= WHAT YOU WILL DO =
Output range, inclusive: from the line containing "M1045,252v9l-42,2 1,-9z" to the line containing "M0,411l296,-5 437,-16 265,-6". Restate those lines from the data below word for word and only those.
Segment Start: RECORDS FOR THE TASK
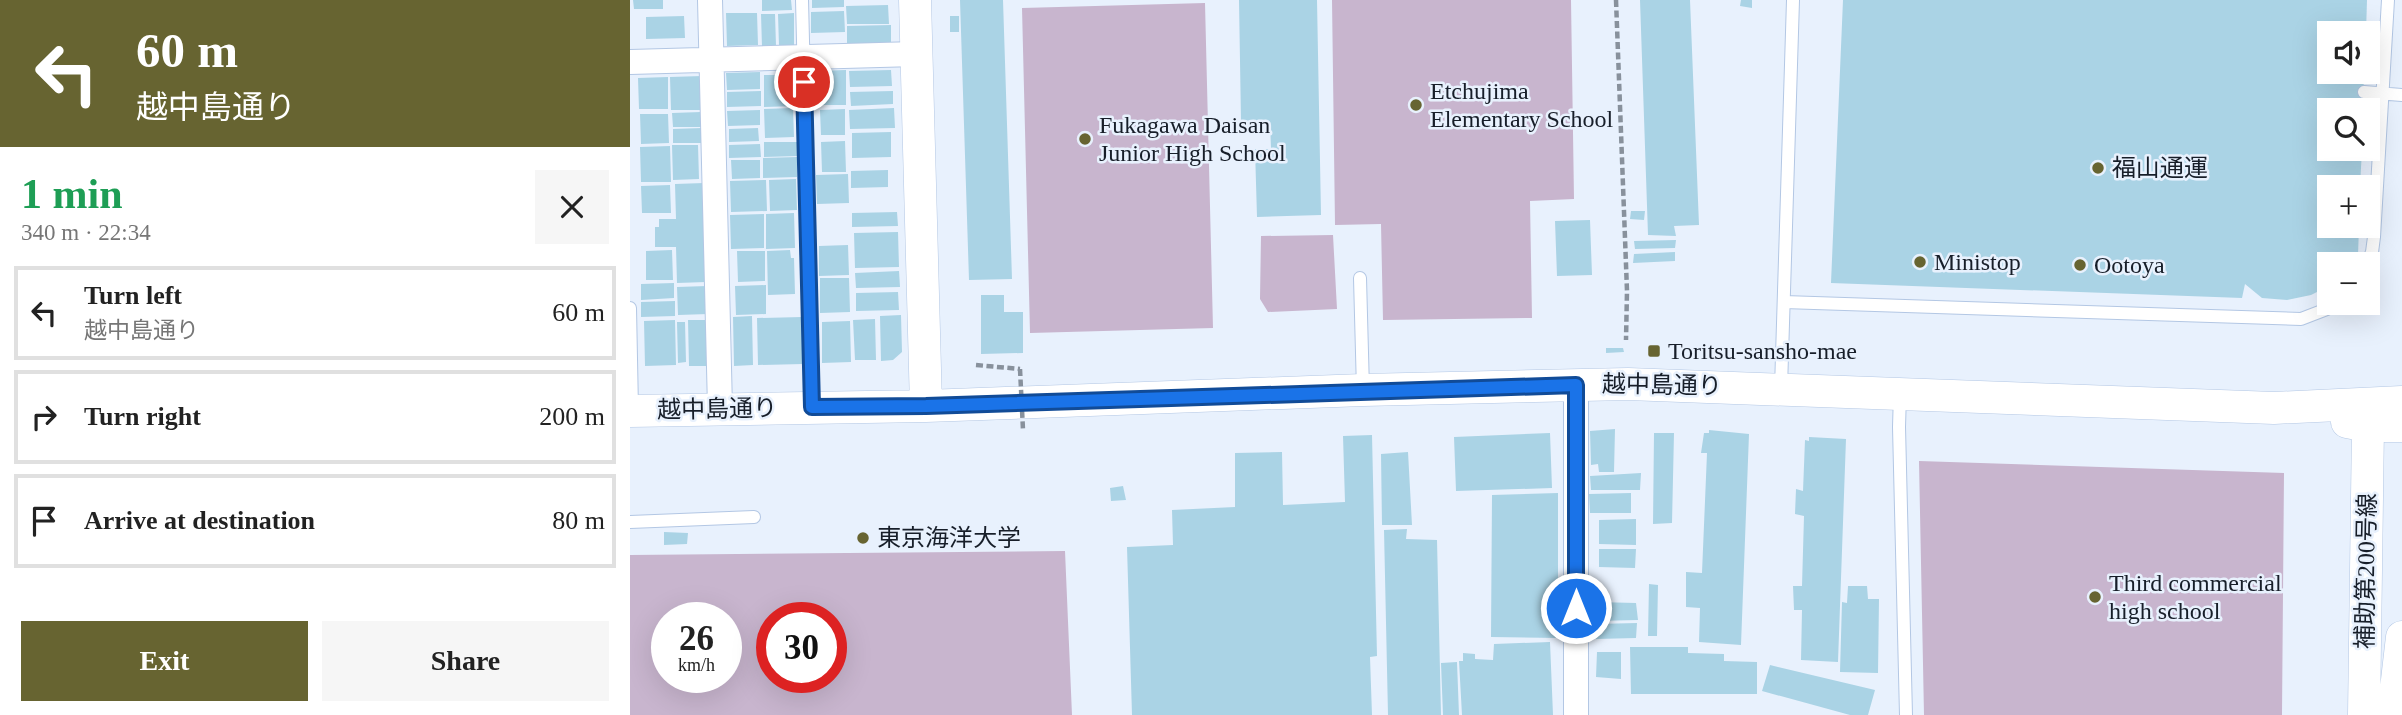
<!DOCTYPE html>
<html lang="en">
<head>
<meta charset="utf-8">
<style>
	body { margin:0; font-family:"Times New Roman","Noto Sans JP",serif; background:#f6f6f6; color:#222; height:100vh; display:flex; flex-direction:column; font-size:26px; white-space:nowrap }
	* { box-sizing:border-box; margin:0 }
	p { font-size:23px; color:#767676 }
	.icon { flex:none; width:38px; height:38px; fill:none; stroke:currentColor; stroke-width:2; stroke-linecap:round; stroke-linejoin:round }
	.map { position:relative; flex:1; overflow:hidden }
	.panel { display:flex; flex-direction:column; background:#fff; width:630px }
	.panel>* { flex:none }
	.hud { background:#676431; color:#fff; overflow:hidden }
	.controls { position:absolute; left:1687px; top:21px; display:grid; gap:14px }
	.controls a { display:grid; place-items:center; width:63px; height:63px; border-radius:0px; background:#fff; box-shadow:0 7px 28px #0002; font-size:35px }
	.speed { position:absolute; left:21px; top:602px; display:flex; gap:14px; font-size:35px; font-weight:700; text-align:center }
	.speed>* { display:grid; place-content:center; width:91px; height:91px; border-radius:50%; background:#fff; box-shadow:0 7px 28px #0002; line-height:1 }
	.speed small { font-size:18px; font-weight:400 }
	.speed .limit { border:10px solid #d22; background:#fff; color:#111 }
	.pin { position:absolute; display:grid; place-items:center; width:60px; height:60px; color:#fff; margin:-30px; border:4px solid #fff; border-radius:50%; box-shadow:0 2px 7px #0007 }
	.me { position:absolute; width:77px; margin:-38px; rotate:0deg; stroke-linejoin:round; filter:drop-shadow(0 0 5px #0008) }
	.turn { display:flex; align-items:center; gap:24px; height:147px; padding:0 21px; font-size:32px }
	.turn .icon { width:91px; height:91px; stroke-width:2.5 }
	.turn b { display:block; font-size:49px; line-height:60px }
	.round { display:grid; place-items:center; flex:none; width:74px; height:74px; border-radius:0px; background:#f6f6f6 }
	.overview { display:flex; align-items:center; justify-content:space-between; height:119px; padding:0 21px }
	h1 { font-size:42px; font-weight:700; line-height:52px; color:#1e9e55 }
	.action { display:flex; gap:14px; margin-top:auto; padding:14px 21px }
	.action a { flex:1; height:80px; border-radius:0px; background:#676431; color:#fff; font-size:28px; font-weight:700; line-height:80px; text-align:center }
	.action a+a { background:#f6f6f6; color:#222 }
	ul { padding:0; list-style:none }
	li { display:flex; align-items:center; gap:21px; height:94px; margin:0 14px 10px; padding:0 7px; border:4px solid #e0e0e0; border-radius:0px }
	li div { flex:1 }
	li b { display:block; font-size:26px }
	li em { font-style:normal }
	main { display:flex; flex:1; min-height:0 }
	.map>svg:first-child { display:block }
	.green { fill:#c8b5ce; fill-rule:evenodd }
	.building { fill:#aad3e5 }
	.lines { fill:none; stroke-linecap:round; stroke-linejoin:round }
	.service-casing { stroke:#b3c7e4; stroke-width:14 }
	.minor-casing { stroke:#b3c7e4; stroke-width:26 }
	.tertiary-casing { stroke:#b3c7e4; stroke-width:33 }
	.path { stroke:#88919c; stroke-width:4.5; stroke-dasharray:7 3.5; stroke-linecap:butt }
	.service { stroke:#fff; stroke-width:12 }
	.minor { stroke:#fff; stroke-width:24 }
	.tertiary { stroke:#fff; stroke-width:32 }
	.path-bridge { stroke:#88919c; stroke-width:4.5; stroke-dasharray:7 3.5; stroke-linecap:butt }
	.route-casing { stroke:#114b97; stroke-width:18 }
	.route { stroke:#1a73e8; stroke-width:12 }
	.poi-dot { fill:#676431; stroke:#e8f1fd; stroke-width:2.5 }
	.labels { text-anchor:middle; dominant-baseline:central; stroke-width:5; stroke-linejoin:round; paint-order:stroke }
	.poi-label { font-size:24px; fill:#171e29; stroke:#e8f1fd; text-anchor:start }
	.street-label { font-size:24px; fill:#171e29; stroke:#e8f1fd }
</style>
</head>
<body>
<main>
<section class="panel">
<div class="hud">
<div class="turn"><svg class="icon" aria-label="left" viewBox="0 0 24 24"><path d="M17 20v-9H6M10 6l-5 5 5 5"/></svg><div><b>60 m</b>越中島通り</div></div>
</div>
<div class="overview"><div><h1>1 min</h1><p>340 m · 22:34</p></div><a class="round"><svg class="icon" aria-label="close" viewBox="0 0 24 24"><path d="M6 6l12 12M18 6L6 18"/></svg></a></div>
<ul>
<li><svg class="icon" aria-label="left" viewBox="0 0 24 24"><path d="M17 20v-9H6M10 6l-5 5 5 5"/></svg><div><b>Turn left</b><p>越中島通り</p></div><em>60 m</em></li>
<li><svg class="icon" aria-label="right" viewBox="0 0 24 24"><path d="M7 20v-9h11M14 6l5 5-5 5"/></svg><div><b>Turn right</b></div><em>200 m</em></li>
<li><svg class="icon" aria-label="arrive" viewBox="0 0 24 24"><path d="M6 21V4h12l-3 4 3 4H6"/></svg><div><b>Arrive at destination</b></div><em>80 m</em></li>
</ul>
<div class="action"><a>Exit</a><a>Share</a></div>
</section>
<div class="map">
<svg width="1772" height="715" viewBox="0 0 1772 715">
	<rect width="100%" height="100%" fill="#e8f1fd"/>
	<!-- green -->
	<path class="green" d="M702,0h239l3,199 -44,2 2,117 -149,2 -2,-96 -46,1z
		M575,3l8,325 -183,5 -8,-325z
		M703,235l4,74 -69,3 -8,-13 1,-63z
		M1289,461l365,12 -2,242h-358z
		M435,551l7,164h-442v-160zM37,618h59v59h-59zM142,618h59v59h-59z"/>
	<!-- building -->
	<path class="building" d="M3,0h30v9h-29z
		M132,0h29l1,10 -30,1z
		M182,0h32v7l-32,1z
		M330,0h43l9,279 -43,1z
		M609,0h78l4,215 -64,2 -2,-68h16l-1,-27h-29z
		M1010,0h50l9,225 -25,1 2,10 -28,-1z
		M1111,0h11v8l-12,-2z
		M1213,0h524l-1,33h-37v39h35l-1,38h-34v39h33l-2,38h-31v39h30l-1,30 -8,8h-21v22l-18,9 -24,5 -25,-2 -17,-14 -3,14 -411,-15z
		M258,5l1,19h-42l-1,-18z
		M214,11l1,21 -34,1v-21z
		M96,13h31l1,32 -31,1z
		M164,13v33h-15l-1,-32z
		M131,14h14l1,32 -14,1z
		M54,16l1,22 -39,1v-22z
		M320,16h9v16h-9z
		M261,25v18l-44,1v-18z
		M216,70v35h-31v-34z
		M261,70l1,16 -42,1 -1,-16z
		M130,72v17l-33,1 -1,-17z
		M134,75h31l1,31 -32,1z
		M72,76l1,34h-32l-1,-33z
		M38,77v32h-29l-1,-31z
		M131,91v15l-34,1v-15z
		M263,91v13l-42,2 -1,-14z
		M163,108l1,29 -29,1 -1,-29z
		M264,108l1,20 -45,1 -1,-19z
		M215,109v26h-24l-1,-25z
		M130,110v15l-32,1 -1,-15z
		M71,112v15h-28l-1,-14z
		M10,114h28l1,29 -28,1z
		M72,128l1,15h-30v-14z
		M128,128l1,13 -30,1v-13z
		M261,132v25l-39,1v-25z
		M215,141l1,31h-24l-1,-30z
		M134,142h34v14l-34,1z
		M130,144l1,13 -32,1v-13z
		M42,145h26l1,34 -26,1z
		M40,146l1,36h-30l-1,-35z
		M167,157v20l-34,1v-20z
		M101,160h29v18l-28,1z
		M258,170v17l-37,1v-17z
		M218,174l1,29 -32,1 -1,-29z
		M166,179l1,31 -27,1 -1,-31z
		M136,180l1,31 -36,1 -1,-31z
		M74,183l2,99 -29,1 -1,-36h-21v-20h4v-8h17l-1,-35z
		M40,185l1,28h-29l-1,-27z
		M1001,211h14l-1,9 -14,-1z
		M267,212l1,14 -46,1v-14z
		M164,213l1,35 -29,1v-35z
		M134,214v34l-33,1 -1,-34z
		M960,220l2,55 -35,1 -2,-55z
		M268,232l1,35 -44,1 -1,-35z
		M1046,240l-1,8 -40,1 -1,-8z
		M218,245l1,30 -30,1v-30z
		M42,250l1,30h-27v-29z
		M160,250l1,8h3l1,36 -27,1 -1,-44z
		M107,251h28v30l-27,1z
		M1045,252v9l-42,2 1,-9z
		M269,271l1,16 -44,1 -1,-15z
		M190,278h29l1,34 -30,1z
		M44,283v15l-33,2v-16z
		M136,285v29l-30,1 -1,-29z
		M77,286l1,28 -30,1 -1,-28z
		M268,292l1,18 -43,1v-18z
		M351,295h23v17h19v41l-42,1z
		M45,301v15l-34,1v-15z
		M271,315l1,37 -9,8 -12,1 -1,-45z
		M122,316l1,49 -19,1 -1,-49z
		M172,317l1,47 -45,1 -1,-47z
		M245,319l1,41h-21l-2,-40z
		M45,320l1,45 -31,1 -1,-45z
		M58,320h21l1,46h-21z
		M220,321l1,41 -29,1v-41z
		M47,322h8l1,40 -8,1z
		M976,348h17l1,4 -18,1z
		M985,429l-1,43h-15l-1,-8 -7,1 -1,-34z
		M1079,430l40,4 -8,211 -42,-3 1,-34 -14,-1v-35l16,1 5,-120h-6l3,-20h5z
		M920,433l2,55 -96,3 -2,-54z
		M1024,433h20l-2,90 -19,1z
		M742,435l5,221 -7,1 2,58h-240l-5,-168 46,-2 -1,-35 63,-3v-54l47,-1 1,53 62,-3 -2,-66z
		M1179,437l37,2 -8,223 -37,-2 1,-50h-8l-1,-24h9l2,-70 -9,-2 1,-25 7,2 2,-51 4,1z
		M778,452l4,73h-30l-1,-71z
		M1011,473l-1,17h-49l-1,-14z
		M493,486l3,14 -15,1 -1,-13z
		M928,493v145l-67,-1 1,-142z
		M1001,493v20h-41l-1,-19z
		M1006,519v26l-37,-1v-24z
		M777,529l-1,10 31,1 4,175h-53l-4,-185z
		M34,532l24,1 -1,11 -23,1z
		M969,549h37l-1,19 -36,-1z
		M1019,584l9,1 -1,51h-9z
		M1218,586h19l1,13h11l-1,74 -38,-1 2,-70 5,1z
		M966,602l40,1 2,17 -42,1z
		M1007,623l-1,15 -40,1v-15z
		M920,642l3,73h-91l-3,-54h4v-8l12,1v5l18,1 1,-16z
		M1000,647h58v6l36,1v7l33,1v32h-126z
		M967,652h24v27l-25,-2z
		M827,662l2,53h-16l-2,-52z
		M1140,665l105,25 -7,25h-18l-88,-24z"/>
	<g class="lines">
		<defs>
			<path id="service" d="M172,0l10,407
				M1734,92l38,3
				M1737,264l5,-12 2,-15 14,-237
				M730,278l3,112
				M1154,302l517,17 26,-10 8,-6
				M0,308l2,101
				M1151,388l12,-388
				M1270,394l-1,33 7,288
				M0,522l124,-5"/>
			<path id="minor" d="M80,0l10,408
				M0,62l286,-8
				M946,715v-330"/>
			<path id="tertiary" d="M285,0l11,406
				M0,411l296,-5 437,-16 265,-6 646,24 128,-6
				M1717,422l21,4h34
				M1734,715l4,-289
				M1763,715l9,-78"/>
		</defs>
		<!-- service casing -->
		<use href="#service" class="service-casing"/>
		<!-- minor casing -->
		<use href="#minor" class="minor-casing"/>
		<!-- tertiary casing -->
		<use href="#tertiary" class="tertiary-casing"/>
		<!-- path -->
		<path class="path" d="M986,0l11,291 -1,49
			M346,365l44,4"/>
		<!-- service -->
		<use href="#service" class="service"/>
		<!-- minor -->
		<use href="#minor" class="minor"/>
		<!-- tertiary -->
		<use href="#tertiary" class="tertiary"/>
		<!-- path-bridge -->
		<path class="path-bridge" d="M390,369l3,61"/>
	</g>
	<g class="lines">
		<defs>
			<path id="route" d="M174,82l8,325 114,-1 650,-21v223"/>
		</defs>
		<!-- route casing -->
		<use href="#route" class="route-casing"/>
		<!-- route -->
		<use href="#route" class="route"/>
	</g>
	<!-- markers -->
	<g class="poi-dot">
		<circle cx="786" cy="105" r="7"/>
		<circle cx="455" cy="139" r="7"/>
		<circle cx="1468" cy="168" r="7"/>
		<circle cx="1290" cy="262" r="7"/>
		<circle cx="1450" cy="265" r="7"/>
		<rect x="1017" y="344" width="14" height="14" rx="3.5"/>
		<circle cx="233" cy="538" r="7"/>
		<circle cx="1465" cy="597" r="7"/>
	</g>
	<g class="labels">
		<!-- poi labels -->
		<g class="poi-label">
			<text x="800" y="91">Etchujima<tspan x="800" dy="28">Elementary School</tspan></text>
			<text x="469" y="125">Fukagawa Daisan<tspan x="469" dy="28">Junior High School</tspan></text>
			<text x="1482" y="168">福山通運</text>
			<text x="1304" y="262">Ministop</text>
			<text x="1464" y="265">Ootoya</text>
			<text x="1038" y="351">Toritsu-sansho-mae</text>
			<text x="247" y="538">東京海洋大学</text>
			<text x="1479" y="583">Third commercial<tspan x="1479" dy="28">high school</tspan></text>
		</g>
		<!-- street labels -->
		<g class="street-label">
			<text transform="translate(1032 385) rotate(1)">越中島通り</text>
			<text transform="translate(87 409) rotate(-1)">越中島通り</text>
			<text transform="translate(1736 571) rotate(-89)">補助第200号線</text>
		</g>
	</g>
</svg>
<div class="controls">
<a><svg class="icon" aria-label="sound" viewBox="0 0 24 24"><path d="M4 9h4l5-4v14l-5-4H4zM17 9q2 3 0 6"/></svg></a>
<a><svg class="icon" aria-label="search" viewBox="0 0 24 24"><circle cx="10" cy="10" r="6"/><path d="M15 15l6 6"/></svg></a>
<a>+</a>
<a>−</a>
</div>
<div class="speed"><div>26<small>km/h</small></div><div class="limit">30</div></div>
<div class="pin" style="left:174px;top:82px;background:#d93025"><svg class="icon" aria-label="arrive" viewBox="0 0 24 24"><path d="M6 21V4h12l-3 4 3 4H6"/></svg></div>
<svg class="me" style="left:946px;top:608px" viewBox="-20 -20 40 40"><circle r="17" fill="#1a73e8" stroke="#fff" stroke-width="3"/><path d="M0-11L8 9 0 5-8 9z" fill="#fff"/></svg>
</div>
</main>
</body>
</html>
Segment End: RECORDS FOR THE TASK
= EXERCISE ANSWER =
		M1045,252v9l-42,2 1,-9z
		M269,271l1,16 -44,1 -1,-15z
		M190,278h29l1,34 -30,1z
		M44,283v15l-33,2v-16z
		M136,285v29l-30,1 -1,-29z
		M77,286l1,28 -30,1 -1,-28z
		M268,292l1,18 -43,1v-18z
		M351,295h23v17h19v41l-42,1z
		M45,301v15l-34,1v-15z
		M271,315l1,37 -9,8 -12,1 -1,-45z
		M122,316l1,49 -19,1 -1,-49z
		M172,317l1,47 -45,1 -1,-47z
		M245,319l1,41h-21l-2,-40z
		M45,320l1,45 -31,1 -1,-45z
		M58,320h21l1,46h-21z
		M220,321l1,41 -29,1v-41z
		M47,322h8l1,40 -8,1z
		M976,348h17l1,4 -18,1z
		M985,429l-1,43h-15l-1,-8 -7,1 -1,-34z
		M1079,430l40,4 -8,211 -42,-3 1,-34 -14,-1v-35l16,1 5,-120h-6l3,-20h5z
		M920,433l2,55 -96,3 -2,-54z
		M1024,433h20l-2,90 -19,1z
		M742,435l5,221 -7,1 2,58h-240l-5,-168 46,-2 -1,-35 63,-3v-54l47,-1 1,53 62,-3 -2,-66z
		M1179,437l37,2 -8,223 -37,-2 1,-50h-8l-1,-24h9l2,-70 -9,-2 1,-25 7,2 2,-51 4,1z
		M778,452l4,73h-30l-1,-71z
		M1011,473l-1,17h-49l-1,-14z
		M493,486l3,14 -15,1 -1,-13z
		M928,493v145l-67,-1 1,-142z
		M1001,493v20h-41l-1,-19z
		M1006,519v26l-37,-1v-24z
		M777,529l-1,10 31,1 4,175h-53l-4,-185z
		M34,532l24,1 -1,11 -23,1z
		M969,549h37l-1,19 -36,-1z
		M1019,584l9,1 -1,51h-9z
		M1218,586h19l1,13h11l-1,74 -38,-1 2,-70 5,1z
		M966,602l40,1 2,17 -42,1z
		M1007,623l-1,15 -40,1v-15z
		M920,642l3,73h-91l-3,-54h4v-8l12,1v5l18,1 1,-16z
		M1000,647h58v6l36,1v7l33,1v32h-126z
		M967,652h24v27l-25,-2z
		M827,662l2,53h-16l-2,-52z
		M1140,665l105,25 -7,25h-18l-88,-24z"/>
	<g class="lines">
		<defs>
			<path id="service" d="M172,0l10,407
				M1734,92l38,3
				M1737,264l5,-12 2,-15 14,-237
				M730,278l3,112
				M1154,302l517,17 26,-10 8,-6
				M0,308l2,101
				M1151,388l12,-388
				M1270,394l-1,33 7,288
				M0,522l124,-5"/>
			<path id="minor" d="M80,0l10,408
				M0,62l286,-8
				M946,715v-330"/>
			<path id="tertiary" d="M285,0l11,406
				M0,411l296,-5 437,-16 265,-6 646,24 128,-6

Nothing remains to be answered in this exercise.